Foot Mercato : tu sors d’une saison de “reconstruction” à Molenbeek, où tu as même été nommé capitaine en fin de saison. Parle nous-en
Jeff Reine-Adélaïde : c’est sûr que ça a été une saison importante sachant que j’arrivais à la fin de mon contrat (il avait signé un bail d’une saison à l’été 2023). Il fallait se montrer, retrouver du temps de jeu et de la continuité. Puis sur le plan personnel, l’idée, c’était de reprendre confiance en mon corps, de me montrer que j’étais capable d’enchaîner les matches et de jouer tous les trois jours. Je suis assez content, même si sur le plan collectif, il y a la déception de la relégation.
FM : tu t’es remis en selle avec 27 apparitions cette saison, apprécies-tu les matches différemment aujourd’hui ?
JRA : oui, tout à fait. En fait, je suis un joueur qui ne prend pas le football comme un métier, mais plutôt comme un plaisir. Même si à travers ce plaisir, il y a toujours cette quête de la performance. Mais j’aime le football, j’aime faire plaisir aux supporters, et rejouer comme j’ai pu le faire cette saison, ça me procure de la joie. Arriver au stade en bus, descendre devant tous les supporters, arriver à l’échauffement avec les coéquipiers, ce sont des petits détails, mais aujourd’hui, je les savoure… En fait, je kiffe tous ces petits moments auxquels je n’accordais pas forcément d’attention avant. Et c’est après certaines péripéties que tu prends conscience de l’amour que tu portes au football.

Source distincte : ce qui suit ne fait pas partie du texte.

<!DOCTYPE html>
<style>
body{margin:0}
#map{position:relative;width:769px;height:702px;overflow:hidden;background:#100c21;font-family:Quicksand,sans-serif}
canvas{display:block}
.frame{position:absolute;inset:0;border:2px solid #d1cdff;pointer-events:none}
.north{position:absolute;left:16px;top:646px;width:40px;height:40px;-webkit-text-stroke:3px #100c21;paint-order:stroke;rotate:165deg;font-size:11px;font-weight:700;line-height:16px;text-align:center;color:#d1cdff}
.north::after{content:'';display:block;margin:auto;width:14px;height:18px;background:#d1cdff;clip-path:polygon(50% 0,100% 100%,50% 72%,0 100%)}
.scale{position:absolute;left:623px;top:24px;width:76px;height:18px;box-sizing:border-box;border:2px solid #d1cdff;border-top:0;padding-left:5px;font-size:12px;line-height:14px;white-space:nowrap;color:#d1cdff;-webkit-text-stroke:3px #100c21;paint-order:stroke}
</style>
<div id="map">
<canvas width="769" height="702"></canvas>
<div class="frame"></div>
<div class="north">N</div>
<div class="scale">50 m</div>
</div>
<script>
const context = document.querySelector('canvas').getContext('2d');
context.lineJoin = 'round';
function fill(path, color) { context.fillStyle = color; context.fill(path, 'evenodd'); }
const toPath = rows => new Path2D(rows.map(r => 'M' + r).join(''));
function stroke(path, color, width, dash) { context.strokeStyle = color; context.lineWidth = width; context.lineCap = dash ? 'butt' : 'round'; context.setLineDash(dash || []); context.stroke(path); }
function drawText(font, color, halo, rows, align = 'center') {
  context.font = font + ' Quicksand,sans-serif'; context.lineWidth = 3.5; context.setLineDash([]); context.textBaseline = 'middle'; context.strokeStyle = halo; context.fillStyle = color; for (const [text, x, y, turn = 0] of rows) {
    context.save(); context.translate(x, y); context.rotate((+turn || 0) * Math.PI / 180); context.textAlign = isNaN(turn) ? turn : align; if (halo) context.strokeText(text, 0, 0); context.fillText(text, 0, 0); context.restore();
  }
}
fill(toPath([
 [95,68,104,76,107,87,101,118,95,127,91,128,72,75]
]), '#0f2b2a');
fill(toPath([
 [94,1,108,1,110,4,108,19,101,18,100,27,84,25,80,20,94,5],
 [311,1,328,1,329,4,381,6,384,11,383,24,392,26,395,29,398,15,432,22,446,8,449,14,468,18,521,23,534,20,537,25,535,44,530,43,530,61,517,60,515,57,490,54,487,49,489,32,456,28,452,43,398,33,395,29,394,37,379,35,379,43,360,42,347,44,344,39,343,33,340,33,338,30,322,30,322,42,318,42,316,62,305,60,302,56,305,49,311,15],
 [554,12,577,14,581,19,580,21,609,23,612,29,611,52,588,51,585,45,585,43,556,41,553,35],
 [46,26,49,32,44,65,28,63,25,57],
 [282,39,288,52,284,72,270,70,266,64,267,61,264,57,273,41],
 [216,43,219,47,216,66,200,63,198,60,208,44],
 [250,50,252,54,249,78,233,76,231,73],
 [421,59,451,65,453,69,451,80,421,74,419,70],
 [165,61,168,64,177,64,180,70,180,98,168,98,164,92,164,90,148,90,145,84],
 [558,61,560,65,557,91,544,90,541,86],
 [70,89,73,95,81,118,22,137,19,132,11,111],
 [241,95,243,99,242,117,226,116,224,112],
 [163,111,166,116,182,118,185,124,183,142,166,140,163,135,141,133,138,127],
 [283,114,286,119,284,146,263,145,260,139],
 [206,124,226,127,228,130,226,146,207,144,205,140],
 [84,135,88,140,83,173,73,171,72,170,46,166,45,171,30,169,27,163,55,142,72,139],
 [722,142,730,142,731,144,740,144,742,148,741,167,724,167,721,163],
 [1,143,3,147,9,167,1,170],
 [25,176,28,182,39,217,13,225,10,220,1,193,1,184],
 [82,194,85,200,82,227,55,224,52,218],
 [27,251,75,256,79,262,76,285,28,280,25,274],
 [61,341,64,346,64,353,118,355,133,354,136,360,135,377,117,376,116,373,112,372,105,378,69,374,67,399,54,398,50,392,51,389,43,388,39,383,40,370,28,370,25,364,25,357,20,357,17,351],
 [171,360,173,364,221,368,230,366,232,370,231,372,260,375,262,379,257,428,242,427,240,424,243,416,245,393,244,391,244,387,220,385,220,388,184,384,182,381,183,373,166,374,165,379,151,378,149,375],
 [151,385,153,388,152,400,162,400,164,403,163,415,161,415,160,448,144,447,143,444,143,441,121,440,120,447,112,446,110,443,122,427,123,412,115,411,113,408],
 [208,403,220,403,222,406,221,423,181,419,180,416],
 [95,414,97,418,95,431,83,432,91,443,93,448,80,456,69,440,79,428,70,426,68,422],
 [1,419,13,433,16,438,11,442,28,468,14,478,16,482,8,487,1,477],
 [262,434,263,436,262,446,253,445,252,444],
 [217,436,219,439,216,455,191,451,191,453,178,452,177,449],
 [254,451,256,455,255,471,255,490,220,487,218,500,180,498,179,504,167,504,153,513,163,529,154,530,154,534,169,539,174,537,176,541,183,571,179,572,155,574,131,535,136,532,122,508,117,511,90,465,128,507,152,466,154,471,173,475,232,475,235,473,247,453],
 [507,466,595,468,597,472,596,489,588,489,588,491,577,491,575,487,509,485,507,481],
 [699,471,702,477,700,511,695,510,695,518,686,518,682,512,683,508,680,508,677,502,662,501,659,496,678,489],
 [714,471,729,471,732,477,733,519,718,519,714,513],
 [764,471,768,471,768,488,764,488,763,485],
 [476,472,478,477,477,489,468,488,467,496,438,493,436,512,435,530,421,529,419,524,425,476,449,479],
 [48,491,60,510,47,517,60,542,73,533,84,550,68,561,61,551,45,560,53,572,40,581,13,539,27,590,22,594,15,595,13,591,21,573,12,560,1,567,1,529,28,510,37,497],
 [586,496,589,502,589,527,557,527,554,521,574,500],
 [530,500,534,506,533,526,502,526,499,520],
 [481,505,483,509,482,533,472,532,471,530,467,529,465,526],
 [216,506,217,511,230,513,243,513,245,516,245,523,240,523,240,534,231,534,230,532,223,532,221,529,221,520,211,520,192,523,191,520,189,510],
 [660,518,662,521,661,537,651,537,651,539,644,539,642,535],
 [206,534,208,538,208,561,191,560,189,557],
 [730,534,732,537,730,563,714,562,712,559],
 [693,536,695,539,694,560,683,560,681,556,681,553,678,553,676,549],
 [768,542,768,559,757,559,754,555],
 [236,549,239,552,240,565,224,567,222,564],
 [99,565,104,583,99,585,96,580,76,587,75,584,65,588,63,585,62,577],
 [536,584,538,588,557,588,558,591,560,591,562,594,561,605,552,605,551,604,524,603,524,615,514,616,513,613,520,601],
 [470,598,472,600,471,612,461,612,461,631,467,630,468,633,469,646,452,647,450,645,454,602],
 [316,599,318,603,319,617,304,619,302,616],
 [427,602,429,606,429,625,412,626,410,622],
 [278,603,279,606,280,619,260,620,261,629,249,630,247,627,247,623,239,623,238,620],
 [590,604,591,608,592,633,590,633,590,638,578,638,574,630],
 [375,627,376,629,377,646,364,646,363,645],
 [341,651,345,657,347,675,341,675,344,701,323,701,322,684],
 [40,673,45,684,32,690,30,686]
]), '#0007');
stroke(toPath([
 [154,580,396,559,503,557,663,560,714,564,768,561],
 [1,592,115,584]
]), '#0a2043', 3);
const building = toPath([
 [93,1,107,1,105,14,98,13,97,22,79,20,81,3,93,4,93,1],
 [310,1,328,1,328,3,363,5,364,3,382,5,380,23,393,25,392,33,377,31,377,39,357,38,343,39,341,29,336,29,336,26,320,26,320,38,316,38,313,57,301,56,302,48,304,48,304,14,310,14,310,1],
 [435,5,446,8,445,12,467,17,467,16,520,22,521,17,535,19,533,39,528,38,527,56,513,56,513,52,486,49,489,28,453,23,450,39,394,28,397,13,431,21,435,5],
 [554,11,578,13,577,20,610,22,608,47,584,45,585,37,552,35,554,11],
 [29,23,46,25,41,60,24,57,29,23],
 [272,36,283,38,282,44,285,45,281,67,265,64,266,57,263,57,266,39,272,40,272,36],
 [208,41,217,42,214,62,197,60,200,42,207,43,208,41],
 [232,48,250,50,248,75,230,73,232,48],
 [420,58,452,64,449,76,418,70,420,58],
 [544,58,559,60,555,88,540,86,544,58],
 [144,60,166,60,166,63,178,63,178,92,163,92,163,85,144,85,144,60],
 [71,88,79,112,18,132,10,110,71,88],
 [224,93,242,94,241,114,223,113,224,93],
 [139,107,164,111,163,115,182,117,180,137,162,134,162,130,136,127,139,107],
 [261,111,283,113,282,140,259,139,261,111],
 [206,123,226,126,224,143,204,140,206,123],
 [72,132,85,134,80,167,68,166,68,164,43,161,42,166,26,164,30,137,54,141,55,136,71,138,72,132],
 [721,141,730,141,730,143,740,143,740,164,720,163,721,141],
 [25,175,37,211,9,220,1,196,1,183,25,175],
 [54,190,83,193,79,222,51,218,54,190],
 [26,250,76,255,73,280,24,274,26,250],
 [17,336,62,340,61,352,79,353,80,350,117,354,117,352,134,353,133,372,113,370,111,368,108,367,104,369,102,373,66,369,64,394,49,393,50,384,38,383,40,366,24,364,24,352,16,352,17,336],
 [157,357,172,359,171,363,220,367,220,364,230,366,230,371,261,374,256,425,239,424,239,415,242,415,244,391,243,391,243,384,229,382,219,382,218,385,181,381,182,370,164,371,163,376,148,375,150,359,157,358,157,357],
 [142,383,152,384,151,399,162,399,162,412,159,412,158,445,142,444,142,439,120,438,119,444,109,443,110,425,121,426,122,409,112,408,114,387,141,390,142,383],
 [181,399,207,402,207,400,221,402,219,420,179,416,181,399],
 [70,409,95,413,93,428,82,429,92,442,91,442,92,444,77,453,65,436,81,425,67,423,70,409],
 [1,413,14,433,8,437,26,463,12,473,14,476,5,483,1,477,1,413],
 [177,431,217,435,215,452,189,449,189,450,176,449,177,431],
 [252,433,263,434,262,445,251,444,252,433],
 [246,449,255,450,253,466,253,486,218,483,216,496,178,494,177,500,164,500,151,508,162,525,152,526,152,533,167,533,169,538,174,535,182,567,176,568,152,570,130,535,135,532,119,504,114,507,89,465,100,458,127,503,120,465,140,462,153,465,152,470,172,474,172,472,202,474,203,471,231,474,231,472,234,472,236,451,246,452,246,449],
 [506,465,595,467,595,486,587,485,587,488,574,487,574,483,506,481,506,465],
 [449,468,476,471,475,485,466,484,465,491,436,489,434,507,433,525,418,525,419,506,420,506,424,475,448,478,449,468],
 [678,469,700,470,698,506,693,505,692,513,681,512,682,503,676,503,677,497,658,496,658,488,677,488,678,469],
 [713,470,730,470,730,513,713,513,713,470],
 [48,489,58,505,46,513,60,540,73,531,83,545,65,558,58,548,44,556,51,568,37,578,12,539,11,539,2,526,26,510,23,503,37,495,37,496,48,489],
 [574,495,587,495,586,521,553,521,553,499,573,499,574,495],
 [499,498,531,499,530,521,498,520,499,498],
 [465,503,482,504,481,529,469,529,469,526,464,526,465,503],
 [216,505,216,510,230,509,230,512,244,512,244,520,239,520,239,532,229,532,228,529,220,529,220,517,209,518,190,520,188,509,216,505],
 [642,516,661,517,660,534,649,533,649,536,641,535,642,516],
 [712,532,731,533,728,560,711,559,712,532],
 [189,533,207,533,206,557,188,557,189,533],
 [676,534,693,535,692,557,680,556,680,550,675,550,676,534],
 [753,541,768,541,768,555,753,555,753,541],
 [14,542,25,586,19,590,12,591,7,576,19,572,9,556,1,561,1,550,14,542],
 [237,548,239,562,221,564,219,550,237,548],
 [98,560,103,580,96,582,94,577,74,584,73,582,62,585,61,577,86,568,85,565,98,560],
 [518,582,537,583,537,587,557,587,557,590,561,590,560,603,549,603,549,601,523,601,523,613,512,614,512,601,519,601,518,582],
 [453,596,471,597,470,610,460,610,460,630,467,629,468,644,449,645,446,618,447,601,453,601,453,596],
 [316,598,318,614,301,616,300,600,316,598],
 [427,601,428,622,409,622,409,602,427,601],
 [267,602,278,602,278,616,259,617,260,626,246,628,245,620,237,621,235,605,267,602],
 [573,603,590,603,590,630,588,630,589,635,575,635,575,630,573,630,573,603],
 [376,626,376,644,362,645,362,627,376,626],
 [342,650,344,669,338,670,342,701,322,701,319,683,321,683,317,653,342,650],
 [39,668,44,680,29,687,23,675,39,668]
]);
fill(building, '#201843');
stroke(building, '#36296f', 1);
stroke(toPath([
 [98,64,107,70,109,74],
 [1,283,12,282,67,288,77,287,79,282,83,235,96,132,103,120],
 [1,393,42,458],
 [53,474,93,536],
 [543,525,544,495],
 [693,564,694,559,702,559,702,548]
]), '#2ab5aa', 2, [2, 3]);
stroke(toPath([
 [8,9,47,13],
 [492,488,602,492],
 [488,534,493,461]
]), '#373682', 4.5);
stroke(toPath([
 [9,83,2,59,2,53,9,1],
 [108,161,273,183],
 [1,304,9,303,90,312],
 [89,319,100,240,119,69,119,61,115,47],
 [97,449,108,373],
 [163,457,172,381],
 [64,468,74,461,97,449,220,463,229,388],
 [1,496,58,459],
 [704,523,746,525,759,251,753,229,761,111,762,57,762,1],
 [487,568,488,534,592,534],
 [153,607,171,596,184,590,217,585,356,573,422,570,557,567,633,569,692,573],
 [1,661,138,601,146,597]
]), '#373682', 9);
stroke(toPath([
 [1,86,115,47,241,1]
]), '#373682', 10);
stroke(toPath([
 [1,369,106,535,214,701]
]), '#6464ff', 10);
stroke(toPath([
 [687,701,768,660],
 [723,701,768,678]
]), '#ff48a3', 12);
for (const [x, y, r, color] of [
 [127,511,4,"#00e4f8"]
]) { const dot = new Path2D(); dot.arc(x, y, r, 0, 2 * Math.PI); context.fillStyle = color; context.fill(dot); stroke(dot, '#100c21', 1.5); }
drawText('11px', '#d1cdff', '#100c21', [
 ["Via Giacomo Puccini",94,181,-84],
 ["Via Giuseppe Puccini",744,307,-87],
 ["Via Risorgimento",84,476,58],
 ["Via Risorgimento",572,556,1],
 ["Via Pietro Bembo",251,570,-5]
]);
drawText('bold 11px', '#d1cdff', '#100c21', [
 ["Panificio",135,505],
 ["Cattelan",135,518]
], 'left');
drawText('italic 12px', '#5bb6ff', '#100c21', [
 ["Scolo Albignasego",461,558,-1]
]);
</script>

«C’est dur d’entendre des gens dire que tu es fini à 25 ans»
FM : quelle part le mental a-t-il occupé pour te revoir ici sur les terrains ?

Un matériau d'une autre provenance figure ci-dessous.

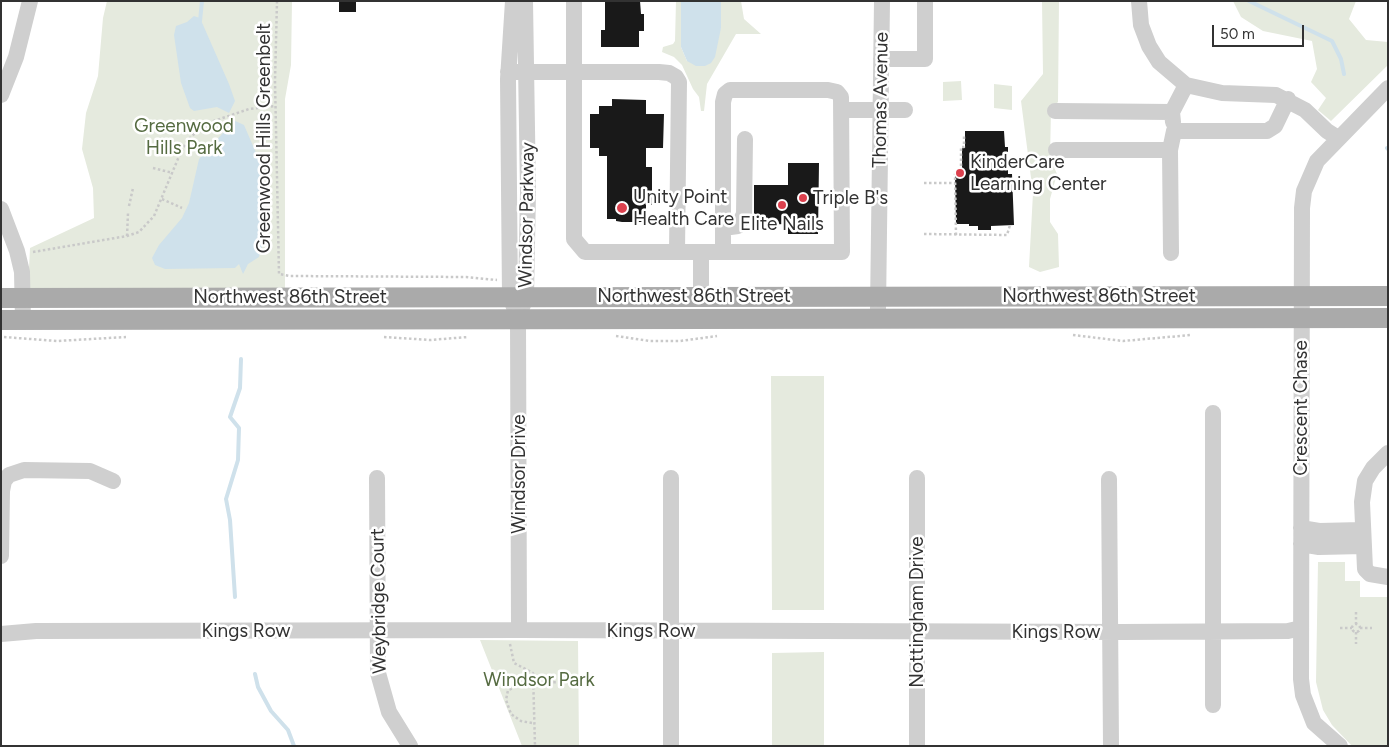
<!DOCTYPE html>
<html>
<head>
<meta charset="utf-8">
<style>
  body { margin:0 }
  #map { position:relative; width:1389px; height:747px; overflow:hidden; background:#fff; font-family:Figtree,sans-serif }
  canvas { display:block }
  .frame { position:absolute; inset:0; border:2px solid #323232; pointer-events:none }
  .scale { position:absolute; left:1212px; top:25px; width:92px; height:22px; box-sizing:border-box; border:2px solid #323232; border-top:0; padding-left:6px; font-size:15px; line-height:18px; white-space:nowrap; color:#323232; -webkit-text-stroke:4px #fff; paint-order:stroke }
</style>
</head>
<body>
<div id="map">
<canvas width="1389" height="747"></canvas>
<div class="frame"></div>
<div class="scale">50 m</div>
</div>
<script>
const c = document.querySelector('canvas').getContext('2d');
c.lineJoin = 'round';
function fill(path, color) { c.fillStyle = color; c.fill(path, 'evenodd'); }
const shape = rows => new Path2D(rows.map(r => 'M' + r).join(''));
function trace(path, color, width, dash) { c.strokeStyle = color; c.lineWidth = width; c.lineCap = dash ? 'butt' : 'round'; c.setLineDash(dash || []); c.stroke(path); }
function drawText(font, color, halo, rows, align = 'center') {
  c.font = font + ' Figtree,sans-serif'; c.lineWidth = 5; c.setLineDash([]); c.textBaseline = 'middle'; c.strokeStyle = halo; c.fillStyle = color; for (const [text, x, y, turn = 0] of rows) {
    c.save(); c.translate(x, y); c.rotate((+turn || 0) * Math.PI / 180); c.textAlign = isNaN(turn) ? turn : align; if (halo) c.strokeText(text, 0, 0); c.fillText(text, 0, 0); c.restore();
  }
}
fill(shape([
  [107,1,292,1,291,65,285,99,285,288,28,290,30,248,94,218,93,188,82,149,86,113,98,76,103,18],
  [676,1,681,1,681,47,687,61,721,28,721,1,741,1,744,19,761,34,736,34,707,84,704,111,701,111,699,97,693,89,682,65,674,57,662,52,663,47,673,44,675,41],
  [1042,1,1059,1,1058,102,1051,109,1050,158,1057,174,1050,199,1050,222,1058,234,1059,267,1040,272,1029,267,1033,193,1021,101,1043,74],
  [1233,1,1356,1,1349,19,1366,40,1388,42,1388,65,1331,121,1318,110,1326,98,1311,82,1317,69,1312,41,1263,31,1241,17],
  [961,81,962,100,943,101,943,82],
  [994,84,1012,86,1012,110,994,108],
  [771,376,824,376,824,610,772,610],
  [1318,562,1345,562,1345,581,1360,581,1360,597,1388,597,1388,746,1352,746,1332,725,1323,710,1316,682],
  [480,640,578,641,579,746,522,746],
  [824,652,824,746,772,746,772,653]
]), '#e5eade');
fill(shape([
  [681,1,721,1,721,28,715,57,711,63,705,66,696,66,687,61,681,47],
  [194,16,200,18,229,84,235,101,229,113,217,107,194,111,190,108,181,83,174,35,176,26,187,22],
  [231,119,244,125,260,162,265,195,265,237,259,257,248,264,243,274,239,264,235,268,165,269,155,265,152,258,159,245,182,218,189,203,199,159,223,133]
]), '#cfe1eb');
trace(shape([
  [1249,1,1332,41,1341,59,1344,74],
  [200,21,202,1],
  [1387,148,1388,149],
  [235,597,230,520,226,499,238,460,239,428,230,417,240,388,241,359],
  [255,674,258,687,271,711,288,730,294,746]
]), '#cfe1eb', 4);
fill(shape([
  [339,1,356,1,356,12,339,12],
  [605,1,640,1,641,14,644,14,644,31,639,31,639,47,601,47,601,30,605,30],
  [612,99,646,100,646,114,664,114,663,148,646,148,646,167,652,167,652,205,646,204,646,218,642,218,642,222,622,222,616,221,616,219,607,219,607,156,599,156,599,148,590,148,590,114,599,114,599,106,612,106],
  [965,131,1004,131,1005,147,1008,147,1008,174,1012,174,1014,225,991,226,991,230,978,230,978,226,969,226,969,224,956,224,955,174,962,174,962,147,965,147],
  [788,163,819,163,818,234,788,234,788,224,750,225,754,214,754,185,788,185]
]), '#191919');
trace(shape([
  [277,1,275,81,279,274,290,276,466,277,497,280],
  [153,168,173,173],
  [924,183,955,183],
  [162,199,182,208],
  [129,206,133,188],
  [924,234,1007,235,1010,225],
  [956,235,955,174,961,174,961,147,964,147,964,134],
  [127,236,128,213],
  [33,252,127,236,139,232,154,216,180,154,187,141,197,131,208,123,249,109,275,106],
  [1073,335,1123,341,1191,335],
  [616,336,650,341,680,341,717,336],
  [4,337,57,341,126,337],
  [384,337,430,340,468,337],
  [1356,612,1356,624],
  '1352 628a4 4 0 1 1 8 0a4 4 0 1 1-8 0Z',
  [1340,628,1352,628],
  [1360,628,1372,628],
  [1356,632,1356,644],
  [510,644,514,663,533,673,535,746],
  [532,723,521,721,511,714,506,700,508,690,527,683,565,682]
]), '#c9c9c9', 2.5, [2.5, 2.5]);
trace(shape([
  [513,1,508,79,510,297,514,307],
  [574,1,574,239,585,252,842,252,841,97,837,92,828,90,730,90,725,94,723,102,723,252],
  [1139,1,1141,25,1149,46,1159,62,1186,85,1222,93,1276,95,1305,110,1327,131,1338,138],
  [881,59,925,59,925,1],
  [508,72,659,72,669,73,676,77,679,82,677,252],
  [1,95,16,57,30,1],
  [842,110,905,110],
  [1055,111,1172,112],
  [1173,122,1172,112,1186,85],
  [1056,150,1170,150],
  [1,209,17,251,22,272,23,320],
  [723,228,738,226,744,214,745,139],
  [701,252,701,296],
  [1171,253,1170,150,1174,131,1267,131,1275,126,1288,99],
  [878,309,882,1],
  [1213,413,1213,705],
  [1388,453,1373,468,1365,481,1362,502,1365,569,1370,574,1388,577],
  [377,478,378,673,389,712,410,746],
  [1109,479,1111,746],
  [1301,528,1319,531,1362,530],
  [1301,544,1319,547,1363,546],
  [1,556,2,491,4,481,9,475,24,470,90,471,113,481],
  [519,630,518,319,526,296,528,192,525,1],
  [1,634,36,631,519,630,1122,632,1288,631,1301,628],
  [671,746,671,478],
  [917,746,917,478],
  [1340,746,1314,723,1303,695,1301,679,1302,208,1304,191,1317,161,1388,88]
]), '#cfcfcf', 16);
trace(shape([
  [1,298,1388,296],
  [1,320,1388,318]
]), '#aaa', 20);
for (const [x, y, r, color] of [
  [960,173,5,"#dc414e"],
  [803,198,5,"#dc414e"],
  [782,205,5,"#dc414e"],
  [622,208,6,"#dc414e"]
]) { const dot = new Path2D(); dot.arc(x, y, r, 0, 2 * Math.PI); c.fillStyle = color; c.fill(dot); trace(dot, '#fff', 2); }
drawText('19px', '#323232', '#fff', [
  ["Thomas Avenue",881,100,-89],
  ["Greenwood Hills Greenbelt",264,138,-90],
  ["Windsor Parkway",527,215,-89],
  ["Northwest 86th Street",694,296],
  ["Northwest 86th Street",1099,296],
  ["Northwest 86th Street",290,297],
  ["Crescent Chase",1301,408,-90],
  ["Windsor Drive",519,474,-90],
  ["Weybridge Court",379,601,-91],
  ["Nottingham Drive",917,612,-90],
  ["Kings Row",246,631],
  ["Kings Row",651,631],
  ["Kings Row",1056,632]
]);
drawText('19px', '#556b41', '#fff', [
  ["Greenwood",184,126],
  ["Hills Park",184,148],
  ["Windsor Park",539,680]
]);
drawText('19px', '#323232', '#fff', [
  ["KinderCare",970,162],
  ["Learning Center",970,184],
  ["Unity Point",633,197],
  ["Health Care",633,219],
  ["Triple B's",813,198],
  ["Elite Nails",782,224,"center"]
], 'left');
</script>
</body>
</html>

JRA : 100%. J’ai dû me battre pour revenir sur les terrains, me battre par rapport aux personnes qui ne croyaient plus en moi. J’ai dû m’arracher contre pas mal de choses. J’avais 25 ans l’année dernière, et quand tu es aussi jeune, c’est dur d’entendre des gens dire que tu es “fini”. Le mental prime dans ces moments, et tu le construis grâce à l’aide de ton entourage. Si c’est une revanche ? Oui, mais surtout pour moi-même. Après, les gens peuvent émettre des critiques, mais ce sera toujours à nous, les joueurs, de leur montrer qu’ils ont tort.
FM : on a pu te voir jouer 6, 8, mais aussi ailier ces dernières saisons, as-tu un poste préférentiel et comment expliques-tu cette polyvalence ?
JRA : j’ai toujours été polyvalent en catégories de jeunes. À Lens, je jouais souvent au milieu, puis quand je partais en sélection, j’évoluais sur le côté. En fait, j’avais cette aisance technique pour jouer au milieu, mais j’étais aussi capable de faire beaucoup de différences dans le couloir. On ne m’a jamais bridé ni donné de poste fixe en réalité. Puis quand tu grandis, tu continues de te découvrir. Ma sensibilité, c’est plus au milieu de terrain. C’est ici que je prends le plus de plaisir et que j’apporte le plus. J’ai le volume de jeu et j’aime être à la création.
FM : si on compare le Jeff Reine-Adélaïde de 2019, révélation de L1 avec Angers, et celui d’aujourd’hui, sur quels aspects juges-tu avoir le plus évolué ?
JRA : je pense que ce sont deux joueurs différents. J’étais un joueur en pleine évolution, qui prenait énormément de risques dans des zones parfois très compliquées. Aujourd’hui, les deux grandes différences, c’est que j’ai engrangé de l’expérience et pris en maturité. Mais ce côté insouciance, c’est ce qui fait mon jeu, car j’ai toujours aimé le beau jeu, et le jeu d’instinct. Je préfère un joueur qui prend des risques, même dans des situations difficiles, qu’un joueur qui va balancer devant. Dans les choix et les prises de décision, je vais beaucoup plus vite, car ce sont des situations que j’ai vues et revues. Naturellement, la répétition fait que tu scannes plus vite.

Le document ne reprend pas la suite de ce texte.